Our latest discovery is a wonderful walkthrough for beginning and experienced Python developers who are interested in using Google’s Cloud Speech API  to transcribe an audio file. In fact, we like it so much, we’re going to try it out ourselves to help us transcribe the audio files that are the source of ProgrammableWeb’s podcasts (an experimental offering in 2017 that’s soon to resume now that 2018 is underway).  

As the author Alex Kras points out, one of the limitations of the Google's Cloud Speech API is that it will only work with audio segments that are 60 seconds or less in length. But Kras easily surmounts that challenge by taking a longer file and using ffmpeg to break it up into a string of smaller chunks that his Python script can cycle through, one at a time. When his script is done, the outcomes of each chunk’s processing are re-assembled into one master transcription.

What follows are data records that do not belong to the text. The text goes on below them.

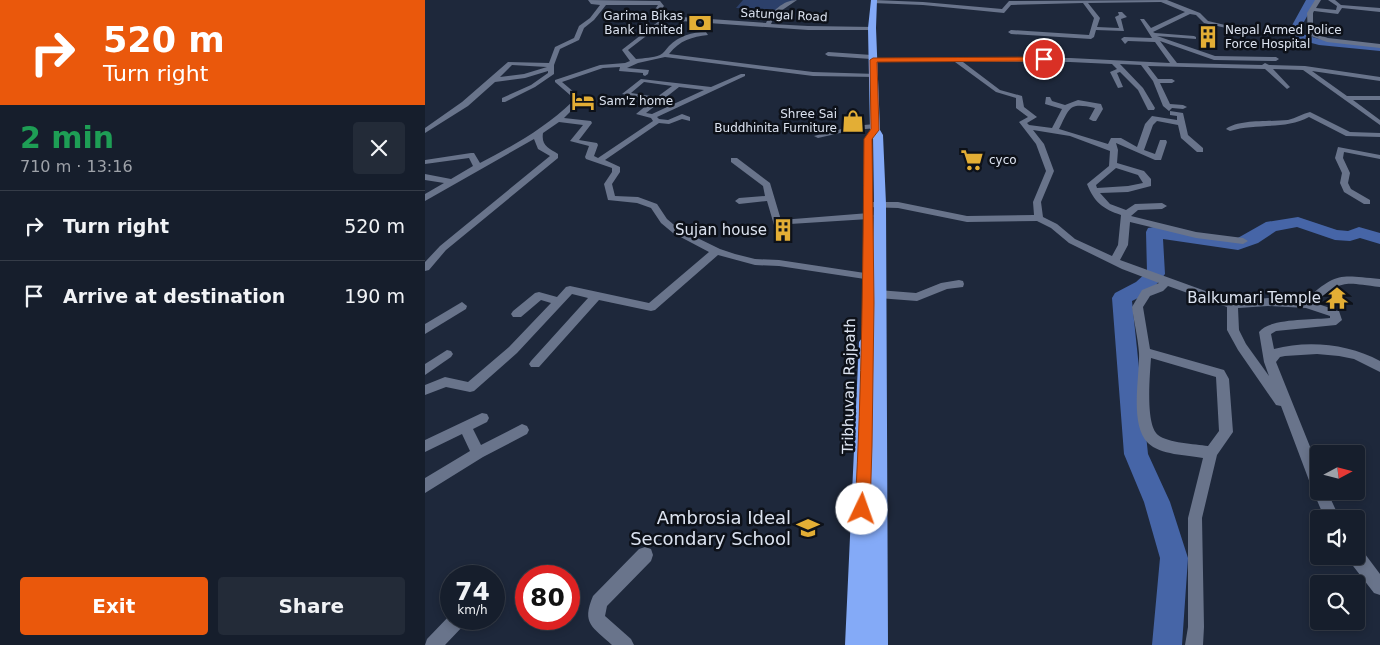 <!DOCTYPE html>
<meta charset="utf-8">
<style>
body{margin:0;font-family:"DejaVu Sans",sans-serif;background:#232b38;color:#f1f3f6;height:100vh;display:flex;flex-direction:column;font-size:19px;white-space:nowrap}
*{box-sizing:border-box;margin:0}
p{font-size:16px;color:#9ea2a9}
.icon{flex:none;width:28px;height:28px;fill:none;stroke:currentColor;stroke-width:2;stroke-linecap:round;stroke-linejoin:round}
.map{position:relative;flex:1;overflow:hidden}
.sheet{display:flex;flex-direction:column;background:#161e2c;width:425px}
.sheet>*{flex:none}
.hud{background:#ea580c;color:#fff;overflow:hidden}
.needle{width:32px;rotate:83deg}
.fabs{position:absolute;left:885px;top:445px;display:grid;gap:10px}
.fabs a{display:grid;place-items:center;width:55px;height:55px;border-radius:5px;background:#161e2c;box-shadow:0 2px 8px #0003,0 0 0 1px #353c48;font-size:25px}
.speed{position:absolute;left:15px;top:565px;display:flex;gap:10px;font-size:25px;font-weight:700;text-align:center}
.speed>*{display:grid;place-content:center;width:65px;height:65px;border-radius:50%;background:#161e2c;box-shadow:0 2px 8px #0003,0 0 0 1px #353c48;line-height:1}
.speed small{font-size:12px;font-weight:400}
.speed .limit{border:8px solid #d22;background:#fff;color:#111}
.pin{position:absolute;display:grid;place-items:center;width:42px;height:42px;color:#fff;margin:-21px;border:2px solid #fff;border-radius:50%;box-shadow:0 1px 5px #0007}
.me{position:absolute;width:55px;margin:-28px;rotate:3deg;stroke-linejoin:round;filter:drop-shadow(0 0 4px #0008)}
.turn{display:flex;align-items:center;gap:18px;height:105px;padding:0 20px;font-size:22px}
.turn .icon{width:65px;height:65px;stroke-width:2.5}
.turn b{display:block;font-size:35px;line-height:42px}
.round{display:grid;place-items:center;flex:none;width:52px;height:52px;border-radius:5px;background:#232b38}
.head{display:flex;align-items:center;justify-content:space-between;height:85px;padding:0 20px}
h1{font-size:30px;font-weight:700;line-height:38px;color:#1e9e55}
.primary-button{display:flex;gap:10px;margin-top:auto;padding:10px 20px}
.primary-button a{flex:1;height:58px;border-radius:5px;background:#ea580c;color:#fff;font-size:20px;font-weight:700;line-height:58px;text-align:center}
.primary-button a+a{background:#232b38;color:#f1f3f6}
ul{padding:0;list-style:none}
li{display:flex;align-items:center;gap:15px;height:70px;padding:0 20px;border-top:1px solid #353c48}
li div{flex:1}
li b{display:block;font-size:19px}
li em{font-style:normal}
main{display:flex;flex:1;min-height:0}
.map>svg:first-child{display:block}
.green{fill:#2c406a}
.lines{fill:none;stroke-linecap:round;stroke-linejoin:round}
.river{fill:#4665a7;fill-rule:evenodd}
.street{fill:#69748b;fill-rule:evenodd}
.highway{fill:#84aaf7;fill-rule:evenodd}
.route{fill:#ea580c;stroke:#983908}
.labels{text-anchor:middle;stroke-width:5;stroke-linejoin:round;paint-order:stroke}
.far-street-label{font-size:12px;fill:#dce3f0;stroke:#0d1119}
.far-poi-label{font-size:12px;fill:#dce3f0;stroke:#0d1119;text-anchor:start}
.poi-label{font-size:15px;fill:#dce3f0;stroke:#0d1119;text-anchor:end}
.street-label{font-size:15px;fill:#dce3f0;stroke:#0d1119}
.near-poi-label{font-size:18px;fill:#dce3f0;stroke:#0d1119;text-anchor:end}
</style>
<main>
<section class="sheet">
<div class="hud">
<div class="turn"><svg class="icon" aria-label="right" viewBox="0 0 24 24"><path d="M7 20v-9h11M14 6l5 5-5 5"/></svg><div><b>520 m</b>Turn right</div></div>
</div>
<div class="head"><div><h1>2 min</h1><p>710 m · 13:16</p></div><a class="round"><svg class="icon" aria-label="close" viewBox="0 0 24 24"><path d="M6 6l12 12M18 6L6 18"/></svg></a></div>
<ul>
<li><svg class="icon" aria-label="right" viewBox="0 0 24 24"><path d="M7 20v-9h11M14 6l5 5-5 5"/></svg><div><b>Turn right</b></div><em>520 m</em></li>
<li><svg class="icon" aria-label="arrive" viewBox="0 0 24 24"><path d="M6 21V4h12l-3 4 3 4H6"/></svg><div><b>Arrive at destination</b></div><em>190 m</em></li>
</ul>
<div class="primary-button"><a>Exit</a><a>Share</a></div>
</section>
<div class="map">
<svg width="955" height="645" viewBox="0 0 955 645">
<rect width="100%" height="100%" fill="#1e283b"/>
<path class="green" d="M318,0H370L353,10L311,8Z"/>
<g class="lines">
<g class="river">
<path d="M881,0H891L875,29L877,34L894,39L955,45V51L894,45L868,38L865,29Z"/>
<path d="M873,217L912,230L923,231L934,227L955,233V244L935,238L925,241L910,240L872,227L851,231L833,243L813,250L738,239L740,274L725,292L707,301L723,454L745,502L763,558L757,645H727L735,558L719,502L699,454L687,298L690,293L711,282L722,272L721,232L723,228L729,227L811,239L841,222Z"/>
</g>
<g class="street">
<path d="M163,0L235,1L239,6L235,11L242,16L341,23C346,12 358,0 372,0L350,15L346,24L383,26L449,27L447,30H383L242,20L203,50L211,59C219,58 228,58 235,55C239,53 241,49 244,46C254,36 267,32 281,32L283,35C267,37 255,40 244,54L388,72L452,74L453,75L450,77L388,76L240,57L213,63L202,68L224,70L223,74L220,76L218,75V73L194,71L195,67L178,68L137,82L150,93L155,102L139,118L166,121L167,123L154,140L172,143L173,145L169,156L173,158L228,121L226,118L211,114L228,100L197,94L216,79L286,87L316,74H320V76L232,117L234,119L243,120L257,114L265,117V121L257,119L244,124L234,123L180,160L195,167V172L187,184L190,196L213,197L232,204L242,219L254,229L295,249L310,254L330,259L354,260L453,275L458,278L453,281L354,266L330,265L293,255L230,310L226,311L174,300L114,367H106L104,364L106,361L163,298L147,294L92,353L49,391L45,392L21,387L0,395V385L20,377L43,382L84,347L126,303L116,300L96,317H88L86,314L88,311L110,293L114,292L132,297L141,287L145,286L224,303L284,252L248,233L236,223L226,208L212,203L183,200L179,184L187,172V168L161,159L160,157L164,146L145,141L158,125L134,122L118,133C116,146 124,148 133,154V158L21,250L4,270L0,271V262L15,246L125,156L113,149L109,139L0,201V194L19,183L0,180V174L26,179L48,166L44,158L0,164V160L46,153H49L55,163C88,146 120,128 147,102L145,95L130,82V80L175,65L200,63L205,61L197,50L198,49L238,18L229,11L233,5H181L169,20L159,28L154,40L135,49L129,65V74L110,87L80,102H77V98L106,85L123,73V71L100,78L70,82L43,106L0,133V128L37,102L83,62L124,63L130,47L149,38L154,26L165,18L175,5L166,4ZM87,65L122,67L99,74L75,77ZM219,82L247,86L232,97L206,93ZM254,87L279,90L227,114L221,113Z"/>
<path d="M449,0L498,2L577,9L584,1L742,0L775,13L783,21L813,28L810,30L779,23L771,15L765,14L728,32L730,33L769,36L771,37V39L732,36L790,56L851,57L854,59L851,61L789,60L735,41L752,63L837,65L840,63L844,65L880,66L955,77V81L887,71L922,96H955V100H928L955,120V125L878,70L848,69L864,86L865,87L862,89L840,69L723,66L733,79H747L750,81L747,83H735L745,104L758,105L762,107L758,109L747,108L744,111L738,106L728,81L716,65L695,64L718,88L730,108L729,110H723L713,90L695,72L692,73L698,87L693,88L685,72L692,69L687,64L645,62H538L575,90L597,96L599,107L612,117L602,123L604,125L627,128L637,109L620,104L621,97H625L627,101L640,105L653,100L676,104L678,109L671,121H668L664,119L670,108C644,102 645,107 634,129L683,144L686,138H696L712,147L720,124L727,116L752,120V116L745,115V111L758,113L763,135L778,148V152H772L756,138L753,125L732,121L728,125L719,150L730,154L735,140H741L742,142L736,160H730L691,143L693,150L692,163L719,171L726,179V186L703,192L675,193L685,204L701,210L710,204L737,203L742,206L737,209L713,210L706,216L771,232L818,238L823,241L818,244L771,238L705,222L703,245L695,260L808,301L843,298L880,300C912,272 914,275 955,279V287C920,283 918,278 890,303L914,311L917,320L911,325L851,331L846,334L849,349C883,340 924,344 955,361V372L929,359L914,356L892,354L860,356L855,357L851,362L894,469V491H902L915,519H900L888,491L856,406L851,405L813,350L802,330V307L743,286L738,291L725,296L718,307L725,349L799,370L804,379L808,432L792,455L777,518L779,627L778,645H760L763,627V518L778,458C762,455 735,455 723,443C704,424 715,376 714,353C713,338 709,322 707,307L717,290L734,283L697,269L644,243L626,228L612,221L542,222L473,208L441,207L439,205L444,202H473L542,216L609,215L608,202L621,171L611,144L594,122L603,117L591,108V98L571,92L530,62H448L446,61V59L403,56L400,54L403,52L447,55L449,58H645L745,63L730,42L703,41L700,44L696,39L699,37L727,38L715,19H719L726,28L760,12L736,2L663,3L675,18L672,27L694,28L690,17L694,15L693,12H697L702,17L696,19L699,31L671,30L669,37L666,39L586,34L583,32L586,30L664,35L669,18L658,3L586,5L579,13L498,5L447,3ZM608,130L645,136L685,151L684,166L662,184C669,202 678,209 696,215L693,245L687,256L650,239L632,224L618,217L616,202L629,171L619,144ZM691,168L713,175L718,183L703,186L672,188L671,185ZM843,306L881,308L905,316V318C888,320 844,318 834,332L839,362L844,376L821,344L814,330L813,308ZM726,358L791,377L794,431L783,446C770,444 743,443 733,435C720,425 725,374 726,358Z"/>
<path d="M890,0H896L891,8L911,10L912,6L903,0H910L916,5L955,8V12L917,8L913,14L889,11L888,13V33L903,38L955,44V48L902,42L883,35L882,13Z"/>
<path d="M885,112L925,132L955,133V137L921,136L884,117C860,130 830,123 805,131L801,129C814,119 846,122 863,120C871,118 877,114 885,112Z"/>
<path d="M450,124L454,126L453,128L428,130L393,138L389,136L428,126Z"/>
<path d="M913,147L955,155V159L919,152L918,158L925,173L923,183L926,189L945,200V204H939L919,192L915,183L917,173L910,158Z"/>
<path d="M306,158H312L345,183L356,220L444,213L449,216L444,219L349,225L342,201L314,204L310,201L314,198L340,196L338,186L306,162Z"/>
<path d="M534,280L538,281L539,284L538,287L522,289L492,301L453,298L448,294L453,290L491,293L516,283Z"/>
<path d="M37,302L42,306L41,309L0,334V324Z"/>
<path d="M22,350L26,351L28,354L26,357L0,375V364Z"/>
<path d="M57,413L62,414L64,418L62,422L48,429L56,445L97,424L102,426L104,430L102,434L58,457L0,493V478L45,451L37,434L0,452V440Z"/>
<path d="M220,547L226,549L228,555L226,561L182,606L180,616L206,639L209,645H187C168,627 156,624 168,596L214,549Z"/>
<path d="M931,548L937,550L955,574V595L949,593L925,562L923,556H931Z"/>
<path d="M26,614V619H41L39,625L20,645H0L2,639Z"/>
</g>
<path class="highway" d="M446,0H452L451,28L455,130L458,135L461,204L463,645H420L434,342L437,338H446L449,204L448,135L445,130L443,28Z"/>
</g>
<path class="route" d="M619,57L621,58V61L452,62L454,130L447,139L449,303L447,446L445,509L442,514L437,516L432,514L430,509C437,386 438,263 439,139L446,129L445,60L448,58Z"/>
<defs>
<symbol id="bank-bare" viewBox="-9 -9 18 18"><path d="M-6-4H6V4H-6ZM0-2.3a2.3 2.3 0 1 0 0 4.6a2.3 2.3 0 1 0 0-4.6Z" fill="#e3ae35" stroke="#0d1119" stroke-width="2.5" paint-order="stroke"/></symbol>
<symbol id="building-bare" viewBox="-9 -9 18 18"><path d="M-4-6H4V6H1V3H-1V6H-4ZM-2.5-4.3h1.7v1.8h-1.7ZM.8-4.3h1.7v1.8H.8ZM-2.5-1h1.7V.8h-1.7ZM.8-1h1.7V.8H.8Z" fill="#e3ae35" stroke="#0d1119" stroke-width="2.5" paint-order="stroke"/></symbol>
<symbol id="hotel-bare" viewBox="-9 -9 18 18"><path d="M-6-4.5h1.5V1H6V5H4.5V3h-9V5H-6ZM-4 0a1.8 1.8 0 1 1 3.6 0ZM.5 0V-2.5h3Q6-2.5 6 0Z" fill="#e3ae35" stroke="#0d1119" stroke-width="2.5" paint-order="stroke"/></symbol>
<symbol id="shop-bare" viewBox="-9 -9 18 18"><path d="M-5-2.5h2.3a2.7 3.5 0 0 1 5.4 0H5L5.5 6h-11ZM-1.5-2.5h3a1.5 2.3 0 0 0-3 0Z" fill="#e3ae35" stroke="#0d1119" stroke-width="2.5" paint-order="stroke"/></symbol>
<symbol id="supermarket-bare" viewBox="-9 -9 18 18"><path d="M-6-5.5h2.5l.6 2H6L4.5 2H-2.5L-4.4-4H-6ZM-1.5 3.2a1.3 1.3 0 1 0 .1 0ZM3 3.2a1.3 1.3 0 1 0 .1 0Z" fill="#e3ae35" stroke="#0d1119" stroke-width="2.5" paint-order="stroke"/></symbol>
<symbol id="temple-bare" viewBox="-9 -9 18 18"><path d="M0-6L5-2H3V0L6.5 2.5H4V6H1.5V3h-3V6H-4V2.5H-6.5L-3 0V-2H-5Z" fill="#e3ae35" stroke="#0d1119" stroke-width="2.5" paint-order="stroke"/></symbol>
<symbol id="school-bare" viewBox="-9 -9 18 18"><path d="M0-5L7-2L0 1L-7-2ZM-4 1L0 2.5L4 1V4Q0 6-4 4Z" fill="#e3ae35" stroke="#0d1119" stroke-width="2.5" paint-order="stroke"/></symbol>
</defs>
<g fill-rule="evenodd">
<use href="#bank-bare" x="259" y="7" width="32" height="32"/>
<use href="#building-bare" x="767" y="21" width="32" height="32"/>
<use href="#hotel-bare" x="142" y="85" width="32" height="32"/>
<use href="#shop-bare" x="412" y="105" width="32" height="32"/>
<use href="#supermarket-bare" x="531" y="144" width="32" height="32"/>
<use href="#building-bare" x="342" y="214" width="32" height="32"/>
<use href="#temple-bare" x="896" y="282" width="32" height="32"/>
<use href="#school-bare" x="367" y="512" width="32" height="32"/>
</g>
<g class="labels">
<g class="far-street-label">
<text transform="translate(359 15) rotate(3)" y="4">Satungal Road</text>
</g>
<g class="far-poi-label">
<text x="258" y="20" text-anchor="end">Garima Bikas<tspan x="258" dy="14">Bank Limited</tspan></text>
<text x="800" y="34">Nepal Armed Police<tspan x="800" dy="14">Force Hospital</tspan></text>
<text x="174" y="105">Sam'z home</text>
<text x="412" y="118" text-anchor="end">Shree Sai<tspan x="412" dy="14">Buddhinita Furniture</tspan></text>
<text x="564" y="164">cyco</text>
</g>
<g class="poi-label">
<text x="342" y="235">Sujan house</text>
<text x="896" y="303">Balkumari Temple</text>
</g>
<g class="street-label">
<text transform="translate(424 386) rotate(-89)" y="5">Tribhuvan Rajpath</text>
</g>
<g class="near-poi-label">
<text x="366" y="524">Ambrosia Ideal<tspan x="366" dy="21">Secondary School</tspan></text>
</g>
</g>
</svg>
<div class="fabs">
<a><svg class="needle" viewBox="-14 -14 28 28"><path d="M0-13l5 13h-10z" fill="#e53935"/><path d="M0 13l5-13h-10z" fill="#9ea2a9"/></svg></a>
<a><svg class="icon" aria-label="sound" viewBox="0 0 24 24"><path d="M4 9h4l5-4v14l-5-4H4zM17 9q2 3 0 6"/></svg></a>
<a><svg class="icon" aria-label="search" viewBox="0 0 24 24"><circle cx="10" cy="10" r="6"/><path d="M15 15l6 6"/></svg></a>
</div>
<div class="speed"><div>74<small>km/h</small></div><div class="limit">80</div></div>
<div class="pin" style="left:619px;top:59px;background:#d93025"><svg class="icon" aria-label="arrive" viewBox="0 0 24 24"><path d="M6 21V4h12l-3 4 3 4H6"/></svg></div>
<svg class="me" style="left:437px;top:509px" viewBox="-20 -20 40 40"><circle r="19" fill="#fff"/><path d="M0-13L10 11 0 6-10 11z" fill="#ea580c"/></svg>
</div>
</main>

His script relies on a third party Python Speech Recognition SDK which is a multiplexing SDK that can work with a variety of speech-to-text APIs out there (ie: those from Google, IBM, Microsoft Bing, etc.). The developer gets to pick which one as evidenced by line 19 in his Source Code (at the time we published this) which calls the Google API with the following:

text = r.recognize_google_cloud(audio, credentials_json=GOOGLE_CLOUD_SPEECH_CREDENTIALS)

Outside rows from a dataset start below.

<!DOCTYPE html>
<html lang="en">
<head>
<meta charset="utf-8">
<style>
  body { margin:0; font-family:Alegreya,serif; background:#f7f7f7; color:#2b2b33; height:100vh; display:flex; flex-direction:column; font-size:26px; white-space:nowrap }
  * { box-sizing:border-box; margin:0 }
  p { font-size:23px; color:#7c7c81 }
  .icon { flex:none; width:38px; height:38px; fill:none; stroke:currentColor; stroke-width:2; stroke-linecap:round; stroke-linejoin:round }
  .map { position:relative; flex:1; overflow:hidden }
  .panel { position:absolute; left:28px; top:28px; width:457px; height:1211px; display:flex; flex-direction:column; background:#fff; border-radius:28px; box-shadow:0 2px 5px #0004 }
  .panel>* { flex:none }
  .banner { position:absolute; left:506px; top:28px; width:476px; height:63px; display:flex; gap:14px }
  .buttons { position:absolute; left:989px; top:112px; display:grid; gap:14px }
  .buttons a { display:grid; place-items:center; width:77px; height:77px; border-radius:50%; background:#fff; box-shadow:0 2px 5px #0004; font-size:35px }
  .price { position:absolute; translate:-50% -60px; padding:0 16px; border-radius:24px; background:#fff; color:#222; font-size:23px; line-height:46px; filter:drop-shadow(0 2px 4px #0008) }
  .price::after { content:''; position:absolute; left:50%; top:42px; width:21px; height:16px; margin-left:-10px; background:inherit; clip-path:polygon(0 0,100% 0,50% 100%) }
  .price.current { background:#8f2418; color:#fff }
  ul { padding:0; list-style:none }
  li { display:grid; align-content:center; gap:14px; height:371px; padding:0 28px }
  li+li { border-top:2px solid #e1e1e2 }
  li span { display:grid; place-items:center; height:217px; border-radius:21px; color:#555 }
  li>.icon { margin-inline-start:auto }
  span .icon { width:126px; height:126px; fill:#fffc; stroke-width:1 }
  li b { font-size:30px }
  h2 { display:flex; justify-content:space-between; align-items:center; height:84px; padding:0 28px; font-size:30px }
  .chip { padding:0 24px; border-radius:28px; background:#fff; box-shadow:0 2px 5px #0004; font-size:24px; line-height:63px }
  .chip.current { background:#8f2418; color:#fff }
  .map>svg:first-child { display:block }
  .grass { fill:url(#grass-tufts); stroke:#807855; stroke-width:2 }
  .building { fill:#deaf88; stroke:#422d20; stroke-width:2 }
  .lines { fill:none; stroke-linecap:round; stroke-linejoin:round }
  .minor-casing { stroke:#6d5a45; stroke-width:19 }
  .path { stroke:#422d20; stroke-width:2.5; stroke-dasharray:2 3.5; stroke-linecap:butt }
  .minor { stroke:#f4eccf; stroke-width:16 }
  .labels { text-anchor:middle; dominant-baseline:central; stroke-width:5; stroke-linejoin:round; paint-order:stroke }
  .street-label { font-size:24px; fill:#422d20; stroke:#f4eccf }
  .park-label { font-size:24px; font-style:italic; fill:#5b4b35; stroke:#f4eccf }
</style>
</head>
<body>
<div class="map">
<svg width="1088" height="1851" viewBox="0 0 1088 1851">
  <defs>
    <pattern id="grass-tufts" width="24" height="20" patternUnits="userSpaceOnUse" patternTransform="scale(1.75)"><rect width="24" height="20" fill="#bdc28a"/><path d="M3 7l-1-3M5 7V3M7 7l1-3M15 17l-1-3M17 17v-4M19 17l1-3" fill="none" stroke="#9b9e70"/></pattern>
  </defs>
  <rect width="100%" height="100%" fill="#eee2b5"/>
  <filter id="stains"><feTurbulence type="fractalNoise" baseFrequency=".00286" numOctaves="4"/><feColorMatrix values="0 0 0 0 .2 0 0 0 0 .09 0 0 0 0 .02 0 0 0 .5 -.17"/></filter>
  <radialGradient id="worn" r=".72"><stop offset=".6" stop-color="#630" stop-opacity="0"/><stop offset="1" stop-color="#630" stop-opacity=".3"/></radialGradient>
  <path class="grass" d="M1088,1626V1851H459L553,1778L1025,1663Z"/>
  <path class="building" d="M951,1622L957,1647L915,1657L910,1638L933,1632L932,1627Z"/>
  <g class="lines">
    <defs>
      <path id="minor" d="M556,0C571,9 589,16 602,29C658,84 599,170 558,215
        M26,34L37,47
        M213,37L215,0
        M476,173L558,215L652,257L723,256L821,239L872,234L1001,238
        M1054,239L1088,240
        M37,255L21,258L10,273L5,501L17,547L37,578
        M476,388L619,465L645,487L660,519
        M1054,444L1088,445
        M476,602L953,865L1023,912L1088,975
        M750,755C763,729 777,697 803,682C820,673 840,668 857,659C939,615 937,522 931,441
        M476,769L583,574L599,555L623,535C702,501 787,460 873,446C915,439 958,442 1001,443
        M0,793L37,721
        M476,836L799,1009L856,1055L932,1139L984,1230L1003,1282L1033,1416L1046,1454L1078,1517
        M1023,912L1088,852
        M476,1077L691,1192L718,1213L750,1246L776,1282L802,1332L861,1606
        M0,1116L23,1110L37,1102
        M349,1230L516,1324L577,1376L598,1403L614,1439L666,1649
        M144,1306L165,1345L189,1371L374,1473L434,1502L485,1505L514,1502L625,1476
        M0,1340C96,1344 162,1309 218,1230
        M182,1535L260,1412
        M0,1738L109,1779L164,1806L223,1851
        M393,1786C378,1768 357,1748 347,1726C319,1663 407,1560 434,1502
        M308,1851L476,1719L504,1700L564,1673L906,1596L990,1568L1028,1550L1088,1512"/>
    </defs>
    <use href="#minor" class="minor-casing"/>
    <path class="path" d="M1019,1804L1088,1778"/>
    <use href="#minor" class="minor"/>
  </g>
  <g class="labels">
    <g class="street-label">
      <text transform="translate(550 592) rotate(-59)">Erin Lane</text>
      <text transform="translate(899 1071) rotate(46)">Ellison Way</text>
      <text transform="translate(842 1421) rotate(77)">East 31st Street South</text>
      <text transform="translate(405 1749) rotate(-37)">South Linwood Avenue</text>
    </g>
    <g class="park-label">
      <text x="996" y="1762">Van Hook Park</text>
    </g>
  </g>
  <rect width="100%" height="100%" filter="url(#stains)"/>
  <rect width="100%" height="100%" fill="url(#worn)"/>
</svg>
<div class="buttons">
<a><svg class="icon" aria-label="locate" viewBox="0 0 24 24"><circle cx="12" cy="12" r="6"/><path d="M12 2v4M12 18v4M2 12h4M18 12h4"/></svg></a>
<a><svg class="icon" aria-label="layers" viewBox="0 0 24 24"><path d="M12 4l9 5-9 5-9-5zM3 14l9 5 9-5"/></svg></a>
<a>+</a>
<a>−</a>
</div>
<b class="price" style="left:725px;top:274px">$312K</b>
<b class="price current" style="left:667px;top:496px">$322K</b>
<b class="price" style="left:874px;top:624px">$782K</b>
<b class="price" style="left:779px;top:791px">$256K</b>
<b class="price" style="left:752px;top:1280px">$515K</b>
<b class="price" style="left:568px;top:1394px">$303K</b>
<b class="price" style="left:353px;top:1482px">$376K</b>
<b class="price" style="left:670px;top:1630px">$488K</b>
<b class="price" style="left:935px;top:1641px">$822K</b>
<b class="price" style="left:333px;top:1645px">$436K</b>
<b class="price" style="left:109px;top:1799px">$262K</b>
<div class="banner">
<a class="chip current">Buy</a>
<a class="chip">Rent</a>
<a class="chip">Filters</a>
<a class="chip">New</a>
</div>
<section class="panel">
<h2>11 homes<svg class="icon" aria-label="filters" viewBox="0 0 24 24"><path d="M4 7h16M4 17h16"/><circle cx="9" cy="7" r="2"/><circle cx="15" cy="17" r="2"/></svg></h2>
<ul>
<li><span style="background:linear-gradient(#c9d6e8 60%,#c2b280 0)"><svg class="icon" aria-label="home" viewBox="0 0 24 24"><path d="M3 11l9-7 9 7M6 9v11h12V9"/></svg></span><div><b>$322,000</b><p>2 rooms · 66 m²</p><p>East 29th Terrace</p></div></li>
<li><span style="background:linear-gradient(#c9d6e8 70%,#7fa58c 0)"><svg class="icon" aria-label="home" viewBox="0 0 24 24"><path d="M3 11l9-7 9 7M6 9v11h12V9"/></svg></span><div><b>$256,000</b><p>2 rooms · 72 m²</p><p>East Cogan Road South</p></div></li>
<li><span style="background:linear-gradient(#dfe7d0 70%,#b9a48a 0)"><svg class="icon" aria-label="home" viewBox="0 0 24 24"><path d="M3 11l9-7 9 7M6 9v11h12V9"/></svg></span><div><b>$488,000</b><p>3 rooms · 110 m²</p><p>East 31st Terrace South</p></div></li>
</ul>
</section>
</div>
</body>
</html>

To call Microsoft Bing's speech-to-text API, would be edited to say the following:

text = r.recognize_bing(audio, key=BING_KEY)

One could imagine using the SDK to run a bake-off between the supported APIs using the same audio files.

But wait, there’s more. As an extra little gift, Kras teach us how to speed-up the recognition process by relying on Python’s threading capabilities; a nice extra for those of you interested in threading your API consumption.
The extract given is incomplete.